I am using spark-sql-2.4.1 ,spark-cassandra-connector_2.11-2.4.1 with java8 and apache cassandra 3.0 version.
I have my spark-submit or spark cluster enviroment as below to load 2 billion records.
--executor-cores 3
--executor-memory 9g
--num-executors 5
--driver-cores 2
--driver-memory 4g
I am using Cassandra 6 node cluster with below settings :
cassandra.output.consistency.level=ANY
cassandra.concurrent.writes=1500
cassandra.output.batch.size.bytes=2056
cassandra.output.batch.grouping.key=partition
cassandra.output.batch.grouping.buffer.size=3000
cassandra.output.throughput_mb_per_sec=128
cassandra.connection.keep_alive_ms=30000
cassandra.read.timeout_ms=600000
I am loading using spark dataframe into cassandra tables. After reading into spark data set I am grouping by on certain columns as below.
Dataset<Row> dataDf = //read data from source i.e. hdfs file which are already partitioned based "load_date", "fiscal_year" , "fiscal_quarter" , "id", "type","type_code"

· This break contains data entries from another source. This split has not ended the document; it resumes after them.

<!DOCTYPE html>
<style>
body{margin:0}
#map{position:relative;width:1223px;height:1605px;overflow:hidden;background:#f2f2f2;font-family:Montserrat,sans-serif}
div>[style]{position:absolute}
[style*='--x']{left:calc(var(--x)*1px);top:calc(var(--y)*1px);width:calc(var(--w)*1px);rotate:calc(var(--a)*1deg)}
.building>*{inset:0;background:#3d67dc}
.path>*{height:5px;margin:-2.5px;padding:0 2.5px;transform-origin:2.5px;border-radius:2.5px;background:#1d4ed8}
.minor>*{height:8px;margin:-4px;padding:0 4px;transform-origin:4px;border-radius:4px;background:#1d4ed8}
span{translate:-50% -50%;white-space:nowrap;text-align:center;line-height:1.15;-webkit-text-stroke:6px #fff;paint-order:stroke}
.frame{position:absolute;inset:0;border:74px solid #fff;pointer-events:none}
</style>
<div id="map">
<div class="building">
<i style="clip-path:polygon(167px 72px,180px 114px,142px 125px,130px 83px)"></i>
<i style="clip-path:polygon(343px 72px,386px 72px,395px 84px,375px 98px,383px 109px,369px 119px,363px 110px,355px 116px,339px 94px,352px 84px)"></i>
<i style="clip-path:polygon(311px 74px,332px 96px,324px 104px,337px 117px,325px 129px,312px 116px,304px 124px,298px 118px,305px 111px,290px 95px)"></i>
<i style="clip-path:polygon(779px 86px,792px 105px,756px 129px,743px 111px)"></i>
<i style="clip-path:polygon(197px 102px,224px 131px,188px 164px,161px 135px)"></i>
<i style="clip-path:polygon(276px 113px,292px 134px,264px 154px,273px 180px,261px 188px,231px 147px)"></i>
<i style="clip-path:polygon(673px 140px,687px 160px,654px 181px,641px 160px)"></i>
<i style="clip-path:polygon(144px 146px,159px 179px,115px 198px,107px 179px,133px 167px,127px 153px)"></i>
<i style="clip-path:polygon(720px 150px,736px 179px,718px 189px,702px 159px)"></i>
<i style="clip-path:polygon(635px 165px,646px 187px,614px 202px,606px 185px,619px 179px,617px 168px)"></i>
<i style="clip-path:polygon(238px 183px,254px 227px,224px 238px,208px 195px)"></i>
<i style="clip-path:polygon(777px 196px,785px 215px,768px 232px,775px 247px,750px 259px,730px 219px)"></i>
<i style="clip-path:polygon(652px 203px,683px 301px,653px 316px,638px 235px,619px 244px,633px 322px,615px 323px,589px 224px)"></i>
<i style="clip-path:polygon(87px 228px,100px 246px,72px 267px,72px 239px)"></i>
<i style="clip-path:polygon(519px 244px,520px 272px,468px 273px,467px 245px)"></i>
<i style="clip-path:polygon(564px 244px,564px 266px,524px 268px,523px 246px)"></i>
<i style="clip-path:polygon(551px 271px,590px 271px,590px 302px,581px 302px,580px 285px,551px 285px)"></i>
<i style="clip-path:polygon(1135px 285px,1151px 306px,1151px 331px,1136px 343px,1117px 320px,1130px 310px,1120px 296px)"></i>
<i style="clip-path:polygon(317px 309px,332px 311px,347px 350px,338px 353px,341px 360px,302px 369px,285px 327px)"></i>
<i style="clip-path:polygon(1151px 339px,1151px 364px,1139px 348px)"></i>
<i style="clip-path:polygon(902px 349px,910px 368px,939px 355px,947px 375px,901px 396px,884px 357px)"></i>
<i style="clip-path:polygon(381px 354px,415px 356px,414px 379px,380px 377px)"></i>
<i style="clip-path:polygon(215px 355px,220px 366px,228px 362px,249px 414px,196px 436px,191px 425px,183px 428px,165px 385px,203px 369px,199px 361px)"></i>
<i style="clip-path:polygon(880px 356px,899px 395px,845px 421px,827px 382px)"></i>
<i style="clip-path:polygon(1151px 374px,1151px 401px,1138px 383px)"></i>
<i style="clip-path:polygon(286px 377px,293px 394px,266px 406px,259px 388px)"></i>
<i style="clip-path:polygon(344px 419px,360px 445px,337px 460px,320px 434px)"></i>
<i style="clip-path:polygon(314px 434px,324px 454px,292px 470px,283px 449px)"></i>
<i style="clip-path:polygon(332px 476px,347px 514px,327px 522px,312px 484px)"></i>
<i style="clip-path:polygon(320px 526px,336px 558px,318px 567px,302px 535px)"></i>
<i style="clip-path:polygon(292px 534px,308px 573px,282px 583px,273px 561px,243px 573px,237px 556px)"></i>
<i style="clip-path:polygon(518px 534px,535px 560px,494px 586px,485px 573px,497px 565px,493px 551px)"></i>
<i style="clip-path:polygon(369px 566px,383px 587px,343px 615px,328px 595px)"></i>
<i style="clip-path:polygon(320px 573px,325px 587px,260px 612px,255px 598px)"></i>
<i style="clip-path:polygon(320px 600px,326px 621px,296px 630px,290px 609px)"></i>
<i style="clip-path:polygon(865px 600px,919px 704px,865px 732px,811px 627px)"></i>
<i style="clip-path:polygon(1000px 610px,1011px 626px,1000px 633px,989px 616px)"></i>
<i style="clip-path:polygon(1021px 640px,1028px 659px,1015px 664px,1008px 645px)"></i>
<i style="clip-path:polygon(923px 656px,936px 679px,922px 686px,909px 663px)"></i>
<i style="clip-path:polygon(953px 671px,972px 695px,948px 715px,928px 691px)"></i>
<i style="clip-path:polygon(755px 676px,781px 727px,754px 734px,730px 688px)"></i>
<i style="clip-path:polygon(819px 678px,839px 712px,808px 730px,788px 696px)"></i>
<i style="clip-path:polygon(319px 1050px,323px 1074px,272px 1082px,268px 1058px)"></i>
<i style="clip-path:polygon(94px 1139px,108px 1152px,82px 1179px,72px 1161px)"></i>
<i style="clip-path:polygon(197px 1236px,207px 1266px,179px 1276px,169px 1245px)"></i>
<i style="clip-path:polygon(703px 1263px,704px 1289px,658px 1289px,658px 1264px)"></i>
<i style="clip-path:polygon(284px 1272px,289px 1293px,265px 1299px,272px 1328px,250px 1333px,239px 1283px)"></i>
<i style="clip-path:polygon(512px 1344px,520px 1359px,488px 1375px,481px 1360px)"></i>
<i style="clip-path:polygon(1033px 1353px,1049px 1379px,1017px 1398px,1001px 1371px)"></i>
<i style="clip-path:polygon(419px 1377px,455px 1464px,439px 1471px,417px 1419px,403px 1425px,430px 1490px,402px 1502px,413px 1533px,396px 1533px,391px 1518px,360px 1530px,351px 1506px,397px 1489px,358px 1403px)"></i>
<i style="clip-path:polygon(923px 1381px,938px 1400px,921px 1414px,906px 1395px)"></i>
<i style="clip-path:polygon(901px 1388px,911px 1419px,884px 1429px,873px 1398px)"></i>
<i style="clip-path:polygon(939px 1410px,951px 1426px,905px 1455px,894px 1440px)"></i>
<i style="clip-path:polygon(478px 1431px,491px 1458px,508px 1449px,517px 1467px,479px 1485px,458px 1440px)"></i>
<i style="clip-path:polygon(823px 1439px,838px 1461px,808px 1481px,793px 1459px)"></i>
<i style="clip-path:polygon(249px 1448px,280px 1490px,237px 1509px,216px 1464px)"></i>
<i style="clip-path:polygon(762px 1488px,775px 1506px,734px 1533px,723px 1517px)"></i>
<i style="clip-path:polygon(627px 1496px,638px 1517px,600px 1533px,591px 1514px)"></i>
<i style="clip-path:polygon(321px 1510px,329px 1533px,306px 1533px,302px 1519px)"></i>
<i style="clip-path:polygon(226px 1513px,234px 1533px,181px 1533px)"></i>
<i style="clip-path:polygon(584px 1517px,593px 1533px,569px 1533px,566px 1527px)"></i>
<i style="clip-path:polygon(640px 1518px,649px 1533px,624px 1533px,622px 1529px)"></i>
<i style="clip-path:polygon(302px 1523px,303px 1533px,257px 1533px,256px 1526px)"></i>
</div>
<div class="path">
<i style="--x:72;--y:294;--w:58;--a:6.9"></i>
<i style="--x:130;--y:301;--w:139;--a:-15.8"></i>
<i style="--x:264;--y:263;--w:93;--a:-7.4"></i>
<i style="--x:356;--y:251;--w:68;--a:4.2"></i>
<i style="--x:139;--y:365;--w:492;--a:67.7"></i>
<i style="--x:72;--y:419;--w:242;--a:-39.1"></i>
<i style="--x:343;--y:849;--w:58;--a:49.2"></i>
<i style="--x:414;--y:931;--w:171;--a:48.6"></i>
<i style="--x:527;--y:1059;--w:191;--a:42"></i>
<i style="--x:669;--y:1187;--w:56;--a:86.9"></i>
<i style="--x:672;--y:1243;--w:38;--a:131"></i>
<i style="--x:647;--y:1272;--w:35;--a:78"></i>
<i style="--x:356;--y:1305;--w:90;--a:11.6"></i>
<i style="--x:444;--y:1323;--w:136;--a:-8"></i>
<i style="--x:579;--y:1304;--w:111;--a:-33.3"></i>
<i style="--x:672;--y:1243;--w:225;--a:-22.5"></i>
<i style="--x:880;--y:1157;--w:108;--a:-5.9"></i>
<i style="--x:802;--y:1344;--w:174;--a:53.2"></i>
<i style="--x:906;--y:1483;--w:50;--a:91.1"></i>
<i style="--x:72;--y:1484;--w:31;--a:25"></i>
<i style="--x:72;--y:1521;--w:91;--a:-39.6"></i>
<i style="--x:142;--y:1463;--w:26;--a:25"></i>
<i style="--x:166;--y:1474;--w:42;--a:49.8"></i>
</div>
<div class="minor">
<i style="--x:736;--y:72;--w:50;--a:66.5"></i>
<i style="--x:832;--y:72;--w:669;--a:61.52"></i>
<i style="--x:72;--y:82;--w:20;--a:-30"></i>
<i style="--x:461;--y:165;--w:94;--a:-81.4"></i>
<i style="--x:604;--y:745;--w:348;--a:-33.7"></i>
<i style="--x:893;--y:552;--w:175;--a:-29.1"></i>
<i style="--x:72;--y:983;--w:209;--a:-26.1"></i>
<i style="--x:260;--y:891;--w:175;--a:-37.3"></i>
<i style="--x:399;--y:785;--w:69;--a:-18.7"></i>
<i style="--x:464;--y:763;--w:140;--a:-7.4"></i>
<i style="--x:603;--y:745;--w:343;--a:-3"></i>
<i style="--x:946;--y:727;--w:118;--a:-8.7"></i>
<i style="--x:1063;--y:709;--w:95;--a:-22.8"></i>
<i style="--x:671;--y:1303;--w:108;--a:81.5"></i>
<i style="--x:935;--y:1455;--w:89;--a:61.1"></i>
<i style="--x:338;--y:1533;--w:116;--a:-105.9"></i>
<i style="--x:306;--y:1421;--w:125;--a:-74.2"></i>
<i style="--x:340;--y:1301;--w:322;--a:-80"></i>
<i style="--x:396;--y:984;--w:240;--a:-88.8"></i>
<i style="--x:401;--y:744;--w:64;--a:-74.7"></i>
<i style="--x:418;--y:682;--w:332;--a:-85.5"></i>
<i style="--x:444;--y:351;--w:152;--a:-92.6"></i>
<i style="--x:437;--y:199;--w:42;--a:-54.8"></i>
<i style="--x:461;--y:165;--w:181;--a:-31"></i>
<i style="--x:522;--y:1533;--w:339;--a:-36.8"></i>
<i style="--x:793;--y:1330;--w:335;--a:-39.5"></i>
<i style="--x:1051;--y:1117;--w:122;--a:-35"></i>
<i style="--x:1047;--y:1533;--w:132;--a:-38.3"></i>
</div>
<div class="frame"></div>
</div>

Dataset<Row> groupedDf = dataDf.groupBy("id","type","value" ,"load_date","fiscal_year","fiscal_quarter" , "create_user_txt", "create_date")
groupedDf.write().format("org.apache.spark.sql.cassandra")
.option("table","product")
.option("keyspace", "dataload")
.mode(SaveMode.Append)
.save();
Cassandra table(
PRIMARY KEY (( id, type, value, item_code ), load_date)
) WITH CLUSTERING ORDER BY ( load_date DESC )
Basically I am groupBy "id","type","value" ,"load_date" columns. As the other columns ( "fiscal_year","fiscal_quarter" , "create_user_txt", "create_date") should be available for storing into cassandra table I have to include them also in the groupBy clause.
1) Frankly speaking I dont know how to get those columns after groupBy into resultant dataframe i.e groupedDf to store. Any advice here to how to tackle this please ?
2) With above process/steps , my spark job for loading is pretty slow due to lot of shuffling i.e. read shuffle and write shuffle processes.
What should I do here to improve the speed ?
While reading from source (into dataDf) do I need to do anything here to improve performance? This is already partitioned.
Should I still need to do any partitioning ? If so , what is the best way/approach given the above cassandra table?
HDFS file columns
"id","type","value","type_code","load_date","item_code","fiscal_year","fiscal_quarter","create_date","last_update_date","create_user_txt","update_user_txt"
Pivoting
I am using groupBy due to pivoting as below
Dataset<Row> pivot_model_vals_unpersist_df = model_vals_df.groupBy("id","type","value","type_code","load_date","item_code","fiscal_year","fiscal_quarter","create_date")
.pivot("type_code" )
.agg( first(//business logic)
)
)
Please advice. Your advice/feedback are highly thankful.